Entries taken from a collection
§ §
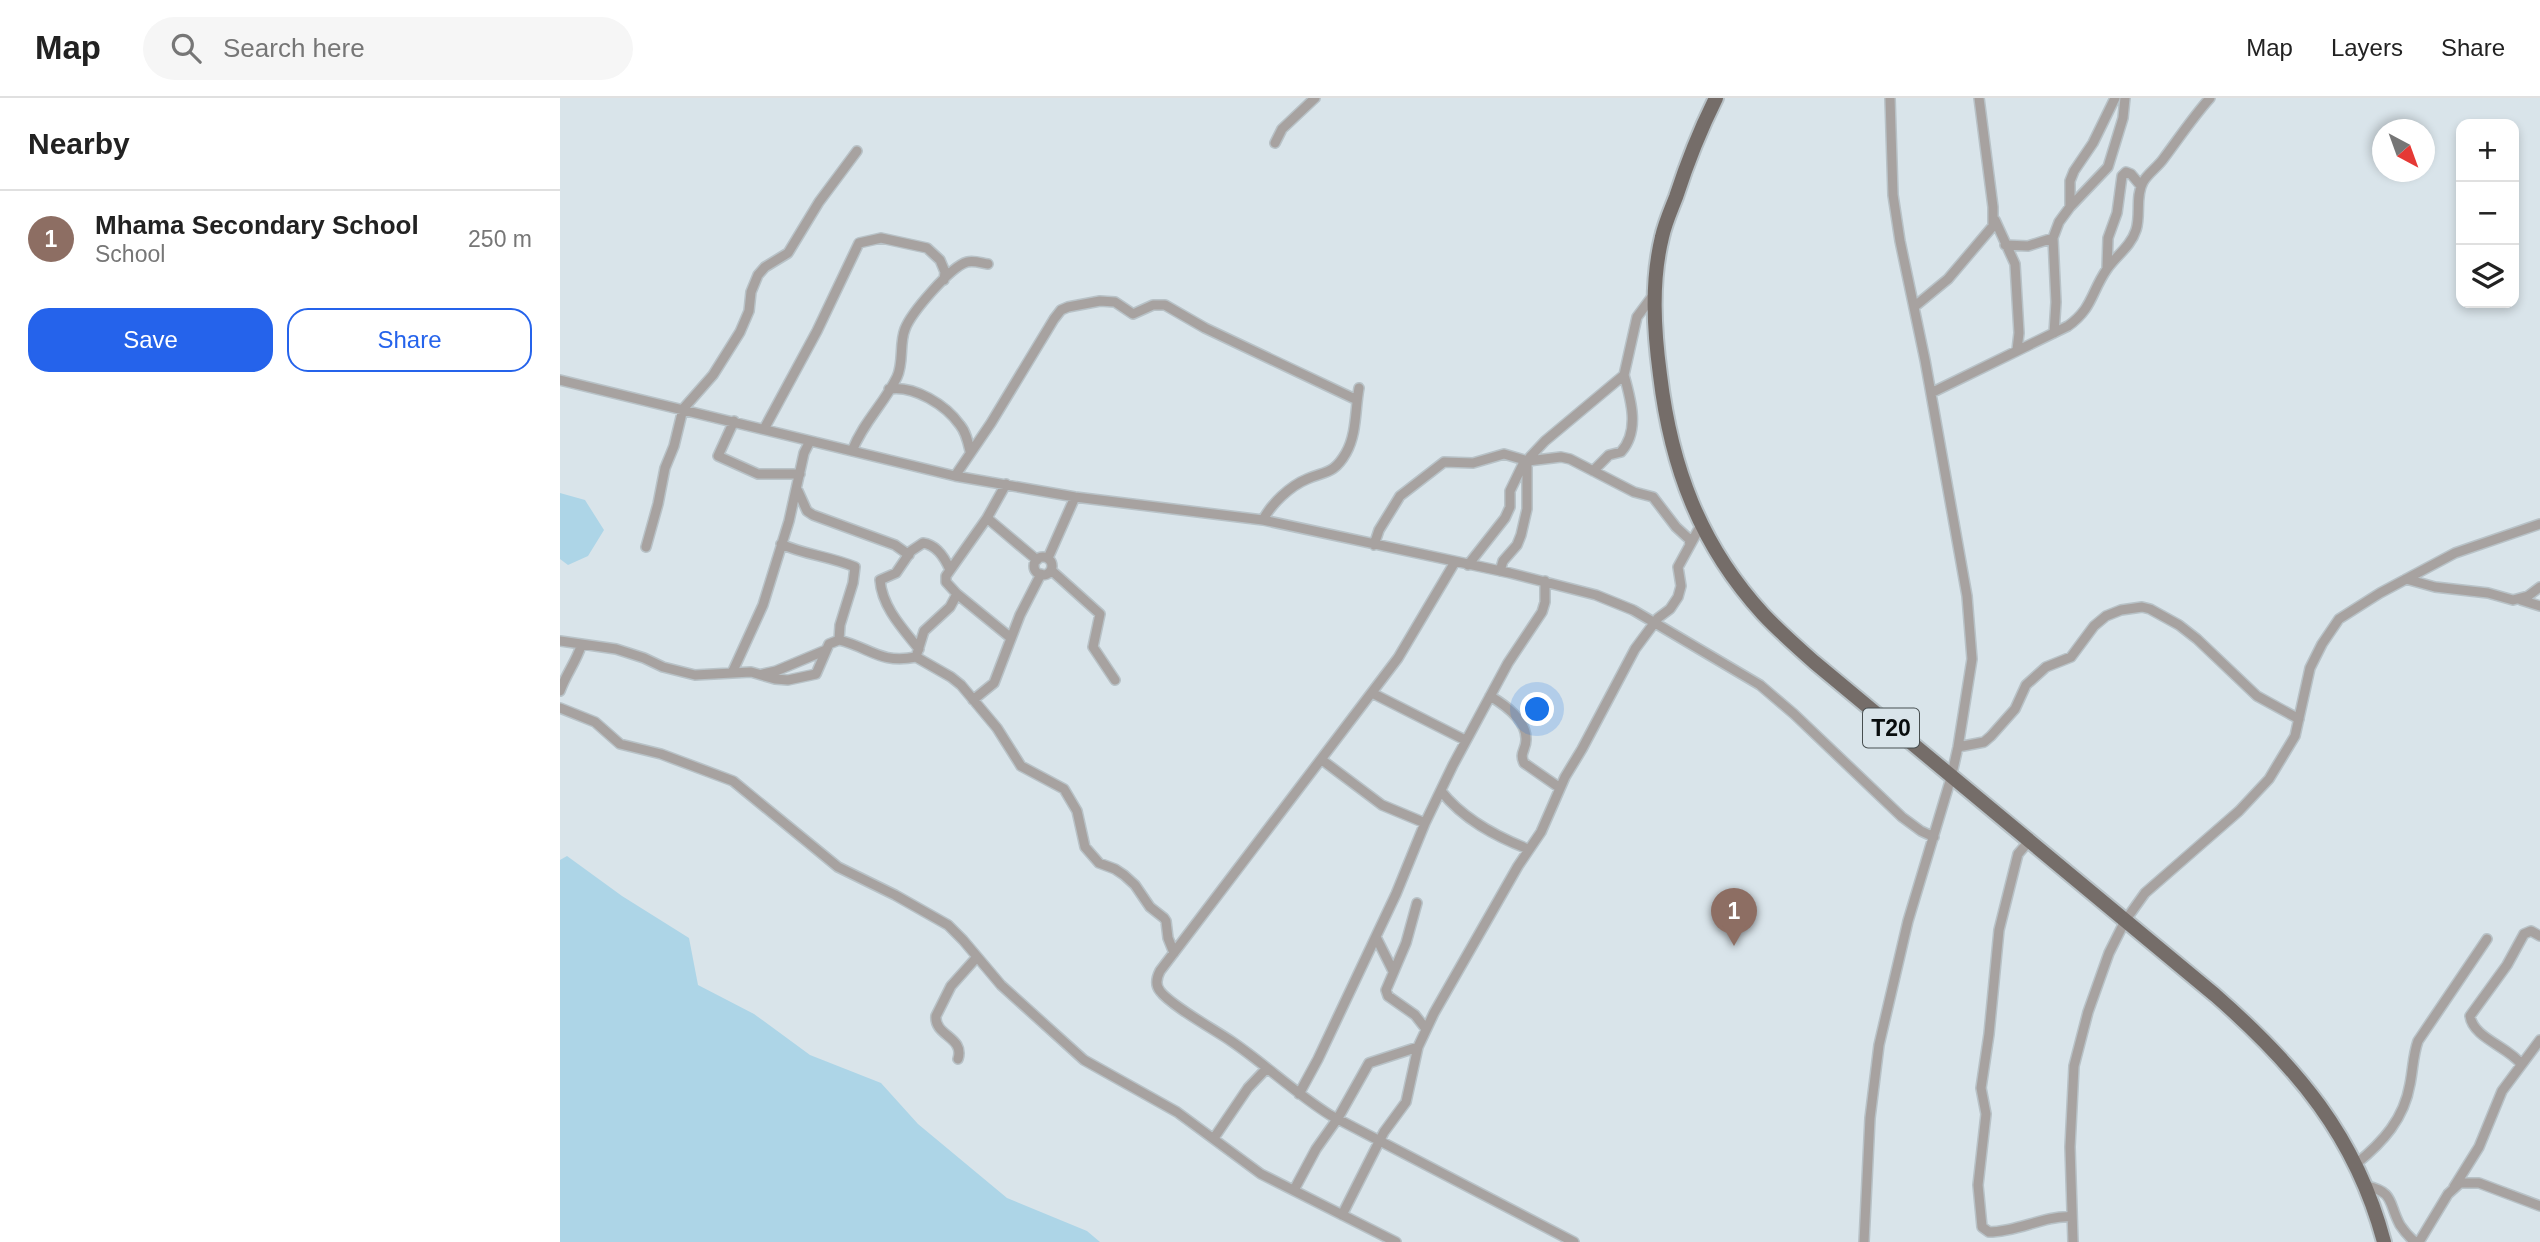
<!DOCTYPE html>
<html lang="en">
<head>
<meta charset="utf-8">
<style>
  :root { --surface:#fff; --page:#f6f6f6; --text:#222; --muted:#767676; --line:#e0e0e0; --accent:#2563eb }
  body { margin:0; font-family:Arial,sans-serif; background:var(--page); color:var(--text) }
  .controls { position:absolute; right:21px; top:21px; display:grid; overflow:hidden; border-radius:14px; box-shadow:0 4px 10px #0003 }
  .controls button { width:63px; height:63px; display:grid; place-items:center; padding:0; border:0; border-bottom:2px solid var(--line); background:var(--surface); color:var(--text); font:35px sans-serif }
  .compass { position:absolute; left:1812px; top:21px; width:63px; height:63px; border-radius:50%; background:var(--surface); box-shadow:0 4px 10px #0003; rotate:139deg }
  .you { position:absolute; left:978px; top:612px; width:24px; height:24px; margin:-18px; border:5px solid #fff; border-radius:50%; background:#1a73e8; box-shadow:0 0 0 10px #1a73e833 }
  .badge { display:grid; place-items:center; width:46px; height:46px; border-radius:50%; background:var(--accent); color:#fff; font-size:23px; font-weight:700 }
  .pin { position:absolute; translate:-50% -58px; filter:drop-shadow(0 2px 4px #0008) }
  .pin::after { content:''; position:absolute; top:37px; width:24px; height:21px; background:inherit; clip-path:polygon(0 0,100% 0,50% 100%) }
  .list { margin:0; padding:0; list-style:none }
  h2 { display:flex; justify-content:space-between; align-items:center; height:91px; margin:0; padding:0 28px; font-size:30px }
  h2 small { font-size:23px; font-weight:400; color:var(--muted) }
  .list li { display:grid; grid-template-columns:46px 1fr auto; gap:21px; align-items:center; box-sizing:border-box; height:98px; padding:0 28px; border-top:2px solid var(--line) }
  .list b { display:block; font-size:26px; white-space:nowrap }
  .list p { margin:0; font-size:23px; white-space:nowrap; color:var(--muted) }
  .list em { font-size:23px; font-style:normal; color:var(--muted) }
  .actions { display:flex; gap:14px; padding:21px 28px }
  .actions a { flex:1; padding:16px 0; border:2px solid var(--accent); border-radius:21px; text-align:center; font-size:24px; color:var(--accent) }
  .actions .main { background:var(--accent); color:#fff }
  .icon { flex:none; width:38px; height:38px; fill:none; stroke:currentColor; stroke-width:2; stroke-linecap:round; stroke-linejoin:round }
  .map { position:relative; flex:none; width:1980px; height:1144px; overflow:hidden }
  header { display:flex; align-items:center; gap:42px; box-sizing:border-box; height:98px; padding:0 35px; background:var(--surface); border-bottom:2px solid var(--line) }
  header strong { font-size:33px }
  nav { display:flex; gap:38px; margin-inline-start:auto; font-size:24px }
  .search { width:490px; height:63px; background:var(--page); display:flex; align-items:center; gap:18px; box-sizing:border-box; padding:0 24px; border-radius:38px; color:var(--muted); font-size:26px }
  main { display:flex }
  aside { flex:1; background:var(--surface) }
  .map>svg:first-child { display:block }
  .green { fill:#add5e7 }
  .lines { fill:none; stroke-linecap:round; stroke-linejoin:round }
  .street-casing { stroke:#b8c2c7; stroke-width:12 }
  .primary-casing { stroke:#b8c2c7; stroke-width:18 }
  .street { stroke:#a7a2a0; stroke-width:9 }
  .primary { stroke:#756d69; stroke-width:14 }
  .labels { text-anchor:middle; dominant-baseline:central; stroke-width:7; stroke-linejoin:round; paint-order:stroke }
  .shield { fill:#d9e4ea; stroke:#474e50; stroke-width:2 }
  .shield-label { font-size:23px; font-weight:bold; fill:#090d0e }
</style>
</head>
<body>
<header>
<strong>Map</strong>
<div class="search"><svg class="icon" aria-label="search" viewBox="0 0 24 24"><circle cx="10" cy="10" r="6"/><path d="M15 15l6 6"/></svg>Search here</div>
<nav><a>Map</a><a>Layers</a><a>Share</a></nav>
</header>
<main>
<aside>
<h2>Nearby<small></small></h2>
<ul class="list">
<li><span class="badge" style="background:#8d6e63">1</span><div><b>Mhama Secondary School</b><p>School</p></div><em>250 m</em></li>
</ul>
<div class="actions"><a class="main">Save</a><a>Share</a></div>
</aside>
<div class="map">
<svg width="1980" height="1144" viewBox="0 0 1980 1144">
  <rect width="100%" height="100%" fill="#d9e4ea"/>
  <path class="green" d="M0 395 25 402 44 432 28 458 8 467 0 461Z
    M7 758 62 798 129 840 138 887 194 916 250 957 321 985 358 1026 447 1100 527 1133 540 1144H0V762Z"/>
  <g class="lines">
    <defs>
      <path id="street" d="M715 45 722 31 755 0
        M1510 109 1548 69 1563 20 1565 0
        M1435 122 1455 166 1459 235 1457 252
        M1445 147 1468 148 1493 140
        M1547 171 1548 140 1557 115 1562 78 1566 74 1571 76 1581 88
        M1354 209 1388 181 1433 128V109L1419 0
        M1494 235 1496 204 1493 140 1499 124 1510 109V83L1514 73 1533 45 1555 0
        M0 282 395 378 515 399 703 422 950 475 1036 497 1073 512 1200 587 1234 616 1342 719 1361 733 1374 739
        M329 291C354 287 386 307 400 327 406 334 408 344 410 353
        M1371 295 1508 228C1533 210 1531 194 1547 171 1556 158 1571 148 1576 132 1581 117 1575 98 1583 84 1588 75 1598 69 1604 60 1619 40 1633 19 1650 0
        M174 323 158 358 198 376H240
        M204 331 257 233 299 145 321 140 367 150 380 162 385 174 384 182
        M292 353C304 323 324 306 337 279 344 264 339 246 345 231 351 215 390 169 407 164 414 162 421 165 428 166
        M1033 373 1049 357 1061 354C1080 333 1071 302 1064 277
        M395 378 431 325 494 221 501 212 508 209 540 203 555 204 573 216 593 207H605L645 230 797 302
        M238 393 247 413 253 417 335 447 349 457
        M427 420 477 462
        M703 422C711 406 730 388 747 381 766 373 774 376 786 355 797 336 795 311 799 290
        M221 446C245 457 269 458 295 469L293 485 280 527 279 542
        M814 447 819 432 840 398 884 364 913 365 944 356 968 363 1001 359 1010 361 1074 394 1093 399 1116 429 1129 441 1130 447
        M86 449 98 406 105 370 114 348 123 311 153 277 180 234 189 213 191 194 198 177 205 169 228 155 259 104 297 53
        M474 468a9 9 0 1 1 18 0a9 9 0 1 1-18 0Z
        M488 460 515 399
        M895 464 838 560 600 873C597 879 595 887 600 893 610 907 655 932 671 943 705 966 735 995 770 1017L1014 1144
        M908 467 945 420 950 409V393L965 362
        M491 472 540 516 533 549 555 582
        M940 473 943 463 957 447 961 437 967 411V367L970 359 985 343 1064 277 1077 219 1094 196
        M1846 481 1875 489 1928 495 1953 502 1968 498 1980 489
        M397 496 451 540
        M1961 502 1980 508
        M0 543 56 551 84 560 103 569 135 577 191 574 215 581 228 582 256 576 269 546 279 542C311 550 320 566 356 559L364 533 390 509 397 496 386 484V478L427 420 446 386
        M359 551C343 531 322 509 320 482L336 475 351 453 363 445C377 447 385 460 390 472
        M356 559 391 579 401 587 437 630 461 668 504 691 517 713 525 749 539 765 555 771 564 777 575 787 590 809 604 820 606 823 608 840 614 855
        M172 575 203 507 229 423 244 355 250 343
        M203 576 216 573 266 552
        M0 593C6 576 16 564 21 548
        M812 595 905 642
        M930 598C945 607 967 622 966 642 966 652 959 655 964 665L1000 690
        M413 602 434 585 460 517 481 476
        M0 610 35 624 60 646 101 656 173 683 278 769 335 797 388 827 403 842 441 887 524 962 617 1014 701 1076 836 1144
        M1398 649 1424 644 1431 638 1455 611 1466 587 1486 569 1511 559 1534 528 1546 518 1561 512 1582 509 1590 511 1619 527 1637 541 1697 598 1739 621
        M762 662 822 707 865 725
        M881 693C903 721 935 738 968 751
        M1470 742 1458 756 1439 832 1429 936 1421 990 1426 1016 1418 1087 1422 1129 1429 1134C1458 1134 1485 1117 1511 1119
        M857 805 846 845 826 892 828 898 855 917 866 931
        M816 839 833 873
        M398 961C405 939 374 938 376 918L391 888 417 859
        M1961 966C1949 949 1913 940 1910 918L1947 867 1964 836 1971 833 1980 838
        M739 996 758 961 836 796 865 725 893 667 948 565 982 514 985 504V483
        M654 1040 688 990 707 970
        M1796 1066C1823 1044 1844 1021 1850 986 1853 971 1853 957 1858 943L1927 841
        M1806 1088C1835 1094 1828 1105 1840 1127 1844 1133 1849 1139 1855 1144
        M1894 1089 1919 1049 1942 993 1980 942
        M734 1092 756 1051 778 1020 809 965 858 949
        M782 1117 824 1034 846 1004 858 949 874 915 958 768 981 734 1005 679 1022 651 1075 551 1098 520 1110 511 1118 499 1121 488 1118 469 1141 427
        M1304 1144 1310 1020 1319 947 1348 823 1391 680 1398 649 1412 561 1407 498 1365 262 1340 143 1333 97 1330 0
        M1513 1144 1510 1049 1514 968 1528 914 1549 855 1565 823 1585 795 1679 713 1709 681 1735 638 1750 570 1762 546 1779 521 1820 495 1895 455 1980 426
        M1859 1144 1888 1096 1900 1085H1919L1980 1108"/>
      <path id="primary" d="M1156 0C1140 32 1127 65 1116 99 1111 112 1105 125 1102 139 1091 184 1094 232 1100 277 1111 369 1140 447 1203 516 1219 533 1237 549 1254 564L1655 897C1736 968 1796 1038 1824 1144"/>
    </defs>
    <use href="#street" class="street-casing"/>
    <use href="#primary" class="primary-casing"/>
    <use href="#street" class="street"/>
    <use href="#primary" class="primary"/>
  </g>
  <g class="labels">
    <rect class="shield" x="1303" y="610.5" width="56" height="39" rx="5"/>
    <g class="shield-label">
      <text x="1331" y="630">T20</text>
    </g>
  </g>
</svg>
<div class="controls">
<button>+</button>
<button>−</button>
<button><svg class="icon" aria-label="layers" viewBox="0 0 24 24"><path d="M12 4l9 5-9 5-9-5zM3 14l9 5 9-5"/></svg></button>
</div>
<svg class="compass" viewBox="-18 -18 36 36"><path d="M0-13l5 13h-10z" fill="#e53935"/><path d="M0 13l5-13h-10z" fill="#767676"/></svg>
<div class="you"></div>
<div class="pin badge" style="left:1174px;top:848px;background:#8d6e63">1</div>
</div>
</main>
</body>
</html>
§ §
EXERCISE: Starting at the line that contains "M203 576 216 573 266 552" and stopping after the line that contains "M413 602 434 585 460 517 481 476", write out every line exactly as it appears above, and no other line.

ANSWER AREA:
        M203 576 216 573 266 552
        M0 593C6 576 16 564 21 548
        M812 595 905 642
        M930 598C945 607 967 622 966 642 966 652 959 655 964 665L1000 690
        M413 602 434 585 460 517 481 476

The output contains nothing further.